Adding subtitles to your videos makes them accessible to more people and keeps viewers watching even with the sound off. This guide walks you through the entire process — from uploading your video to exporting it with burned-in subtitles or downloadable SRT files.
We'll use our captions.yeb.to, a browser-based tool that handles transcription, styling, and translation in one place.
Step 1: Get Started with Captions AI by YEB
Go to captions.yeb.to and sign in with your Google account. It takes one click. New users get free credits to test the tool before buying anything. With free credits you can transcribe and export videos up to 1 minute long — enough to test everything and see the quality. The only catch is a small YEB.to watermark on the exported video. SRT and VTT subtitle files are always free with no watermark, regardless of plan.
If you need longer videos or no watermark, you buy PRO credits. There's no subscription — you buy once and use them whenever you want. They never expire. Currently, a short video under 5 minutes costs 2 credits to transcribe and 2 more to export as video. A 10-minute video costs 4 credits for each. The price scales with duration, not with features — everything is unlocked from the start.
Step 2: Upload Your Video or Audio
Once signed in, you'll see the upload zone on the main page. Either drag and drop your file directly onto it, or click "Select File" to browse.
The tool accepts most common video formats — MP4, MOV, AVI, MKV, and WebM, with files up to 500MB. But it's not limited to video.
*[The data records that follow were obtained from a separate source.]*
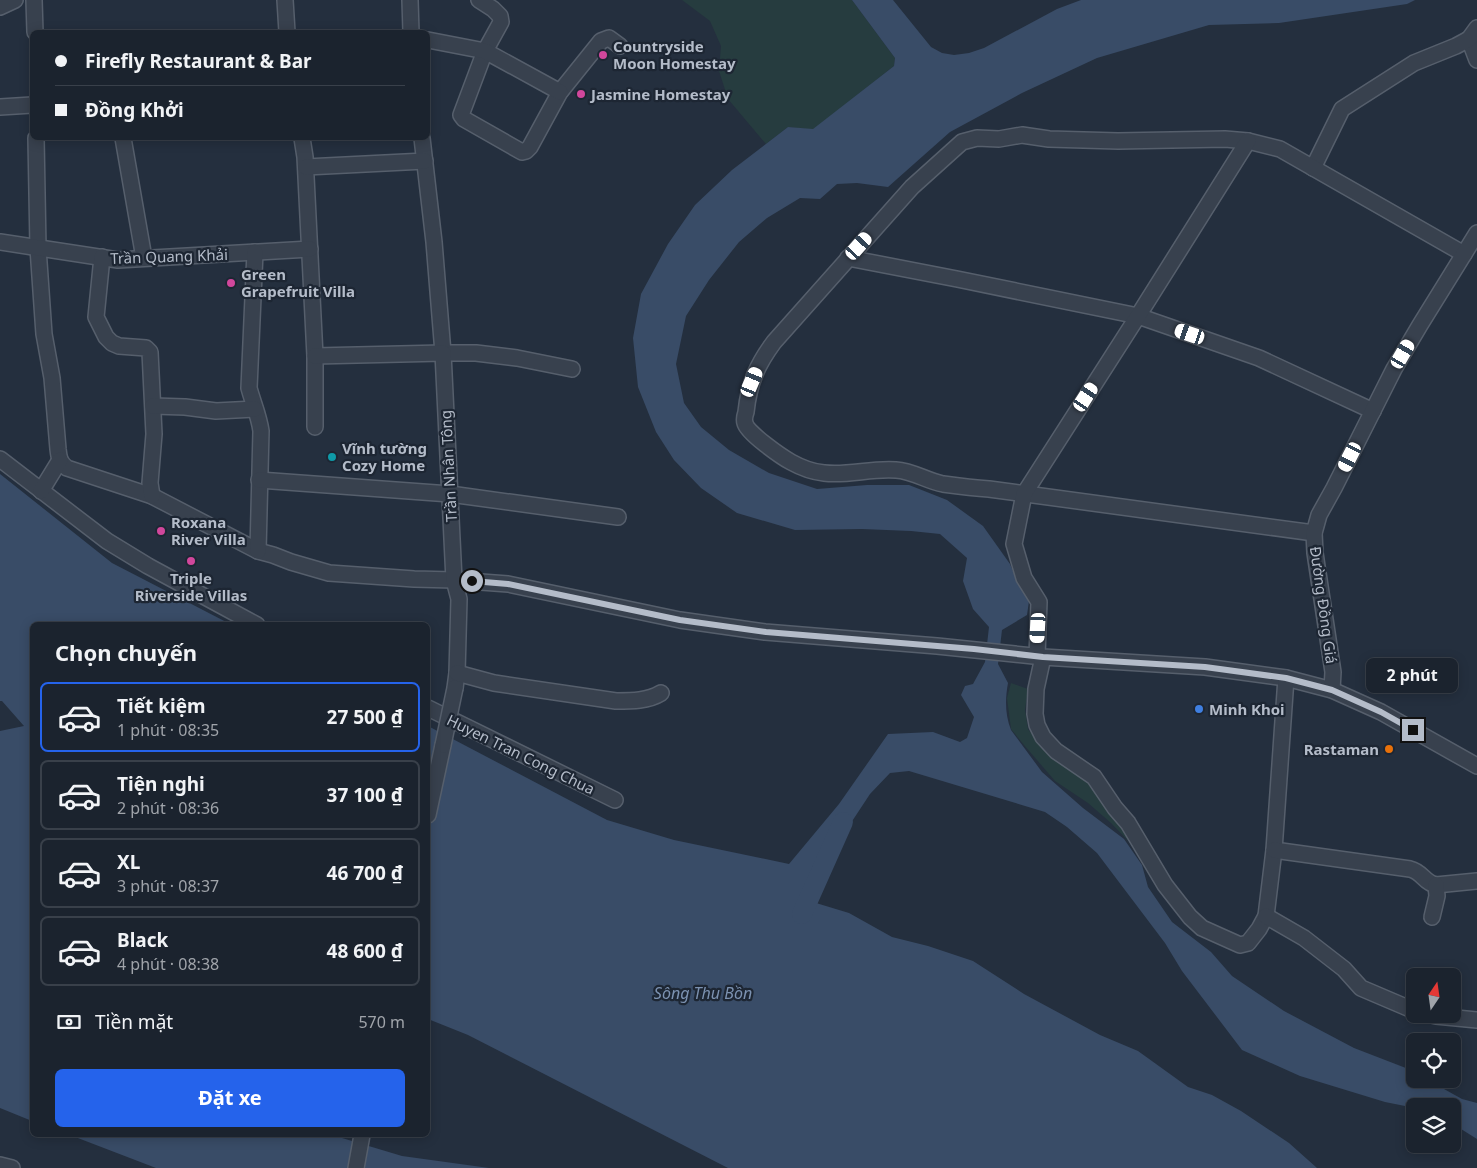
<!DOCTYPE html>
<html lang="vi">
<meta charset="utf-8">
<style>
body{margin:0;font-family:"Noto Sans",sans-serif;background:#282f3a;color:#f1f3f6;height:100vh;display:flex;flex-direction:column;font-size:19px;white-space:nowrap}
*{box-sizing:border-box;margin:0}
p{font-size:16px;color:#a0a4aa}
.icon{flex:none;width:28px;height:28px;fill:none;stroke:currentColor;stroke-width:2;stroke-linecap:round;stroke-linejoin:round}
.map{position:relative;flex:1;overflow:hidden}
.panel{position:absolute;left:30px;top:622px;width:400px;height:515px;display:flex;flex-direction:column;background:#1b232e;border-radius:8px;box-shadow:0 2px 12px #0003,0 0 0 1px #39404a}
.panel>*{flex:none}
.hud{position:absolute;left:30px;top:30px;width:400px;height:110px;border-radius:8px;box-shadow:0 2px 12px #0003,0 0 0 1px #39404a;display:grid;align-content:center;height:110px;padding:0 25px;background:#1b232e}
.needle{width:32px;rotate:13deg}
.tools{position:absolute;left:1406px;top:968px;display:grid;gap:10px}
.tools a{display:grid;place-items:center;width:55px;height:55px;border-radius:8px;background:#1b232e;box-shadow:0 2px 12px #0003,0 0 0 1px #39404a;font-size:25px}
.end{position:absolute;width:22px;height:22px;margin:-11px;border:6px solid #b4bcc9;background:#111;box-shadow:0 0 0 2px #111}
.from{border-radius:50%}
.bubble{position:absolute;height:35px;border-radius:8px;background:#1b232e;box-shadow:0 2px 12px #0003,0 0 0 1px #39404a;font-size:16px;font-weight:700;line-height:35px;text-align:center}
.car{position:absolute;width:15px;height:30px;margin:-15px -8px;border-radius:6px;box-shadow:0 0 4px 1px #0007;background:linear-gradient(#fff 24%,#345 0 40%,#fff 0 76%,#345 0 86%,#fff 0)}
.hud b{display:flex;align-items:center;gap:18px;height:48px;font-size:19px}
.hud b+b{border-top:1px solid #39404a}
.hud i{width:12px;height:12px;background:#f1f3f6}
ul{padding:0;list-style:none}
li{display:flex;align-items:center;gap:15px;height:70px;margin:0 10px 8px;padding:0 15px;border:2px solid #39404a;border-radius:8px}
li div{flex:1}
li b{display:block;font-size:19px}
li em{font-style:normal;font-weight:700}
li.active{border-color:#2563eb}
li>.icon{width:45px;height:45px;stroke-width:1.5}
h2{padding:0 25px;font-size:22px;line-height:60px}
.pay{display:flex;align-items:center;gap:12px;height:55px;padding:0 25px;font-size:19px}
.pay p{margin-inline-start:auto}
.cta{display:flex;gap:10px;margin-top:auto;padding:10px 25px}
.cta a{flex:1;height:58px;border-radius:8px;background:#2563eb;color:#fff;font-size:20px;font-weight:700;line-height:58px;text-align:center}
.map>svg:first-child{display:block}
.green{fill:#263c3f}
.water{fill:#394c67}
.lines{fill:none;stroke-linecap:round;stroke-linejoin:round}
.river{stroke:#394c67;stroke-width:20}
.minor-casing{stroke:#565f6c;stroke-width:18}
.minor{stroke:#38414e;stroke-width:15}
.minor-bridge-casing{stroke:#565f6c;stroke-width:18;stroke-linecap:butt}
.minor-bridge{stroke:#38414e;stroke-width:15}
.route{stroke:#b4bcc9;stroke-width:6}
.hotel-dot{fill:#d1479c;stroke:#1d2633;stroke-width:2}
.culture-dot{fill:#0f9aa8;stroke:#1d2633;stroke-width:2}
.shop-dot{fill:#3f7fe0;stroke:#1d2633;stroke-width:2}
.food-dot{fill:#e8710a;stroke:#1d2633;stroke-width:2}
.labels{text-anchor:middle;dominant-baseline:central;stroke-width:4.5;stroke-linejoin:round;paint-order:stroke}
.poi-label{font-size:15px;font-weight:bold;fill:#b4bcc9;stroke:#1d2633;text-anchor:start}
.street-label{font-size:15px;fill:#b4bcc9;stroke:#1d2633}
.water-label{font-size:16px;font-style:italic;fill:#7c92b1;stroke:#1d2633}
</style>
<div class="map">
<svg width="1477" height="1168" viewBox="0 0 1477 1168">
<rect width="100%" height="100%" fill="#242f3e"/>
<g class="green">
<polygon points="682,0 852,0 895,58 894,66 813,130 788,127 766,144 728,99 719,71 721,46 710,21"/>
<polygon points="1011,683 1028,689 1025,710 1028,729 1039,744 1089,784 1107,800 1138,851 1111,823 1088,803 1055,781 1024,745 1011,729 1007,698"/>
</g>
<g class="water">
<path d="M852 0H893L931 47 942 53 954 55 969 53 984 48 1057 9 1081 0H1415L1407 4 1279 23 1209 25 1097 58 1022 93 950 132 888 187 857 183 837 184 820 199 800 198 767 218 739 242 709 280 686 316 676 364 684 403 701 427 729 450 769 473 817 489 867 485H909L947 500 983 526 1010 564 1019 585 1030 594 1027 615 1002 630 998 664 1008 683C1005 699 1005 715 1011 730L1042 772 1083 808 1124 839 1142 865 1148 887 1172 922 1211 952 1232 976 1284 1011 1354 1048 1411 1070 1415 1073V1079H1426L1462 1099 1477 1103V1139L1453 1124 1452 1106H1415V1108L1385 1102 1300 1076 1242 1050 1182 971 1165 943 1097 853 1067 827 1045 812 909 771 890 773 870 794 841 838 813 866 809 880 816 903 849 913 892 937 928 946 973 961 1024 994 1100 1035 1138 1051 1188 1087 1212 1095 1241 1111 1289 1143 1317 1168H728L468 1035 428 1019V726L607 820 674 840 789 864 839 804 888 734 933 732 960 742 967 738 974 717 961 695 965 686 973 684 985 662 989 627 973 609 963 581 967 558 940 534 911 531 862 529 795 530 737 513 701 488 674 460 656 432 638 387 633 338 641 294 668 244 695 205 732 170 788 127 813 129 894 66 895 58Z"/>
<polygon points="0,474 112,563 232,625 32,625 32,1121 0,1108 0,731 24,726 2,701 0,701"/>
<polygon points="70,1135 334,1135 342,1138 402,1156 489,1168 156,1168"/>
</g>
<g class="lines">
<polyline class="river" points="802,914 843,822"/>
<defs>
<g id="minor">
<polyline points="34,0 35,32"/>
<polyline points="285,0 287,32"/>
<polyline points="410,0 411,32"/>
<polyline points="479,0 493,9 500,16 501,22 485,51 461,115 464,119 522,152 526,151 530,147 560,92 601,41 609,38 620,46"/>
<polyline points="0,7 15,0"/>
<polyline points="1469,39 1477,60"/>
<polyline points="428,40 485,51 560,92"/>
<polyline points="0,107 32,105"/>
<path d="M36 138 38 248 44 334 52 378 58 449C59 457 59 462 67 468L152 496 258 551 273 555 291 562 329 573 414 579 454 580 508 584 680 620 765 632 937 646 1043 657 1205 667 1286 678 1332 690 1381 712 1477 766"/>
<polyline points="123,138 144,258"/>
<polyline points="302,138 305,157 315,356 315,427"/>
<polyline points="422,138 434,242 443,353 476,353 517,358 572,369"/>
<polyline points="306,167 425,161"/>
<polyline points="1313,168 1342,109 1414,63 1456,46 1469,39 1477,28"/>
<polyline points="0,242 118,260 310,249"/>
<path d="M255 252 249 388C253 403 259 416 261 431L258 551"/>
<polyline points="102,257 96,317 106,337 112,343 119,346 146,348 150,352 154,434 150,483 152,496"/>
<polyline points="848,258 957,279 1138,316 1259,358 1373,411"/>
<polyline points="315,356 443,353 454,580 459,599 457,673 455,688"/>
<polyline points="153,406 185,407 216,411 255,409"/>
<polyline points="0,459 107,541 148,566 257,625"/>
<polyline points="259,480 450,494 618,517"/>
<polyline points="41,491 60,460"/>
<path d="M1314 533 989 489C974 488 958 486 943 484 927 481 913 471 896 470 871 468 848 476 824 473 813 472 800 467 791 462 782 457 747 433 745 423 744 420 745 415 746 412 749 383 757 365 774 342L912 187 962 142 977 138 999 139 1022 135 1049 139 1118 141 1225 139 1248 141 1280 149 1464 254"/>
<polyline points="1037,656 1039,602 1024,578 1014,544 1024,494 1138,316 1248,141"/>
<polyline points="1043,657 1036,689 1035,714 1037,725 1043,737 1056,751 1094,777 1115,808 1128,823 1165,885 1190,917 1202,928 1240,945 1248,943 1259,929 1266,916 1274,850 1286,678"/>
<path d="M457 673 494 683 616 701C632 701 648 701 661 693"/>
<polyline points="1332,690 1333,672 1315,553 1314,533 1319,515 1334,488 1394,369 1420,325 1477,233"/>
<polyline points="428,708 615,800"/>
<polyline points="428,815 443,745"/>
<path d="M1274 850 1410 869C1423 872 1424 883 1436 885L1477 881"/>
<polyline points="1266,916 1304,938 1344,969 1361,988 1415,1011"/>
<polyline points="1432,917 1437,896 1436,885"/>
<polyline points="1427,1014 1436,1016 1477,1020"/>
<polyline points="0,1165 12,1168"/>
<polyline points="356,1168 362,1135"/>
</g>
</defs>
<use href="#minor" class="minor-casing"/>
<use href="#minor" class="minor"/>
<defs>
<polyline id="minor-bridge" points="443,745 455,688"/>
</defs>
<use href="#minor-bridge" class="minor-bridge-casing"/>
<use href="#minor-bridge" class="minor-bridge"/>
</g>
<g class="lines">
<polyline class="route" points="472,581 508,584 680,620 766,632 974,649 1043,657 1205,667 1286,678 1332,690 1381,712 1413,730"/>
</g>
<g class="hotel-dot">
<circle cx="603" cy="55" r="5"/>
<circle cx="581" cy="94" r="5"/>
<circle cx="231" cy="283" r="5"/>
<circle cx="161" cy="531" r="5"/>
<circle cx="191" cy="561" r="5"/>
</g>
<circle class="culture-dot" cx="332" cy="457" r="5"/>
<circle class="shop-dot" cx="1199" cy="709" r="5"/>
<circle class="food-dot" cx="1389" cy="749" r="5"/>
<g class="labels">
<g class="poi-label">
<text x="613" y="46">Countryside<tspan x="613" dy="17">Moon Homestay</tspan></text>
<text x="591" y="94">Jasmine Homestay</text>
<text x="241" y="274">Green<tspan x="241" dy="17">Grapefruit Villa</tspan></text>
<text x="342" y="448">Vĩnh tường<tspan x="342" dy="17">Cozy Home</tspan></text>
<text x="171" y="522">Roxana<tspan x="171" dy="17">River Villa</tspan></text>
<text x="191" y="578" text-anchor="middle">Triple<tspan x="191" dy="17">Riverside Villas</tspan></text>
<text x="1209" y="709">Minh Khoi</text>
<text x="1379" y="749" text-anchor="end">Rastaman</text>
</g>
<g class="street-label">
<text transform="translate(169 256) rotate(-2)">Trần Quang Khải</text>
<text transform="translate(448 466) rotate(-93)">Trần Nhân Tông</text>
<text transform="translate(1324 605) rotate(82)">Đường Đồng Giá</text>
<text transform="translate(521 754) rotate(26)">Huyen Tran Cong Chua</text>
</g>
<g class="water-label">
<text x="703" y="993">Sông Thu Bồn</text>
</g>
</g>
</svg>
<div class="tools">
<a><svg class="needle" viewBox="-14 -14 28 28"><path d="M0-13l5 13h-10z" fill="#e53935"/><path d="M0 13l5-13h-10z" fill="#a0a4aa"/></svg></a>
<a><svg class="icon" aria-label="locate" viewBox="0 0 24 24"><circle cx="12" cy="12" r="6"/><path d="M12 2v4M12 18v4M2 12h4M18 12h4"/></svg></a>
<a><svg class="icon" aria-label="layers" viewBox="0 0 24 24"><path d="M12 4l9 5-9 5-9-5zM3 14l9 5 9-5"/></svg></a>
</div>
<i class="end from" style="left:472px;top:581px"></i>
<i class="end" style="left:1413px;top:730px"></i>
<div class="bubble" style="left:1366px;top:658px;width:92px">2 phút</div>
<i class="car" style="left:859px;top:246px;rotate:42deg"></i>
<i class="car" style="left:1190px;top:334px;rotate:289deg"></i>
<i class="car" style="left:1403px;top:354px;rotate:30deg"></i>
<i class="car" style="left:752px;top:382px;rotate:23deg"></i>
<i class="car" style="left:1086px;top:397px;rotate:33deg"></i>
<i class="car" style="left:1350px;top:457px;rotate:207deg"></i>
<i class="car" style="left:1038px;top:628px;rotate:183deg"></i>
<div class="hud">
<b><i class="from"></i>Firefly Restaurant &amp; Bar</b>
<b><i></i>Đồng Khởi</b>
</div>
<section class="panel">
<h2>Chọn chuyến</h2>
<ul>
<li class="active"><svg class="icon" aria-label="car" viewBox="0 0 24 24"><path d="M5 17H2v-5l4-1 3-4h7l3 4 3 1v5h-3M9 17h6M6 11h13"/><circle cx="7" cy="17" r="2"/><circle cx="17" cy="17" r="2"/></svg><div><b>Tiết kiệm</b><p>1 phút · 08:35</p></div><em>27 500 ₫</em></li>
<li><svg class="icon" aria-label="car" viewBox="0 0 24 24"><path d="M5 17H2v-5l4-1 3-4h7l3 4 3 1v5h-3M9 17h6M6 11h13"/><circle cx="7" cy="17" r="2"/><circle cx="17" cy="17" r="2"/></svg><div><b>Tiện nghi</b><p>2 phút · 08:36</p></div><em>37 100 ₫</em></li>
<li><svg class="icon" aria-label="car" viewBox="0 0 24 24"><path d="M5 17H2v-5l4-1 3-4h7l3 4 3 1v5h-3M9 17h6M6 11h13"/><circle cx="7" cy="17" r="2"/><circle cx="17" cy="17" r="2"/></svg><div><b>XL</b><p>3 phút · 08:37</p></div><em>46 700 ₫</em></li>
<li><svg class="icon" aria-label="car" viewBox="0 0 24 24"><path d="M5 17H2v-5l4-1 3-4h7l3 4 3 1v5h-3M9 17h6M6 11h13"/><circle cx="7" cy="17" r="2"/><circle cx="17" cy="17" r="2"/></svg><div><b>Black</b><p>4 phút · 08:38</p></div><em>48 600 ₫</em></li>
</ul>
<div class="pay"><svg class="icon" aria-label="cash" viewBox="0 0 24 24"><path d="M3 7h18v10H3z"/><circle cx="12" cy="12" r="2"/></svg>Tiền mặt<p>570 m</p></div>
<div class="cta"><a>Đặt xe</a></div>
</section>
</div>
You can upload audio files too — MP3, WAV, M4A, AAC, OGG, FLAC, up to 100MB. If you're a podcaster or just need a transcript without video, upload your audio file and the rest of the process works the same way. You'll get a full transcript with timestamps that you can export as SRT or VTT.
After selecting your file, two settings appear:
Source Language — pick the language spoken in your video, or leave it on "Auto-detect" if you're not sure. Auto-detect works well for most major languages.
Project Name — give it a name so you can find it later in your projects list.
When everything looks right, hit "Start Processing." The AI will begin transcribing your content. This usually takes a fraction of the actual video length — a 10-minute video transcribes in about a minute.
Step 3: Review and Edit the Transcript
Once transcription is done, you'll land in the timeline editor. Every word has been timestamped and laid out as segments along a timeline synced to your video.
Here you can:
Edit text — click on any segment and fix words the AI might have gotten wrong. This is especially useful for proper nouns, brand names, or technical terms.
Adjust timing — drag segment edges to shift when subtitles appear and disappear. If a subtitle shows up a beat too early or too late, this is where you fix it.
Split or merge segments — if a subtitle chunk is too long for comfortable reading, split it. If two short fragments belong together, merge them.
Play the video at any point to check how the subtitles sync up with the audio. What you see in the editor is exactly what you'll get in the export.
Step 4: Style Your Subtitles
This is where you make the subtitles look the way you want. The fastest way to get started is with presets — ready-made subtitle styles that you can apply with one click. Pick one that fits your content, and you're done. If you want to tweak it further or start from scratch, the full style editor gives you control over everything:
Font and size — pick a typeface that matches your brand or content style. Larger text works better for TikTok and Instagram Reels where people watch on small screens.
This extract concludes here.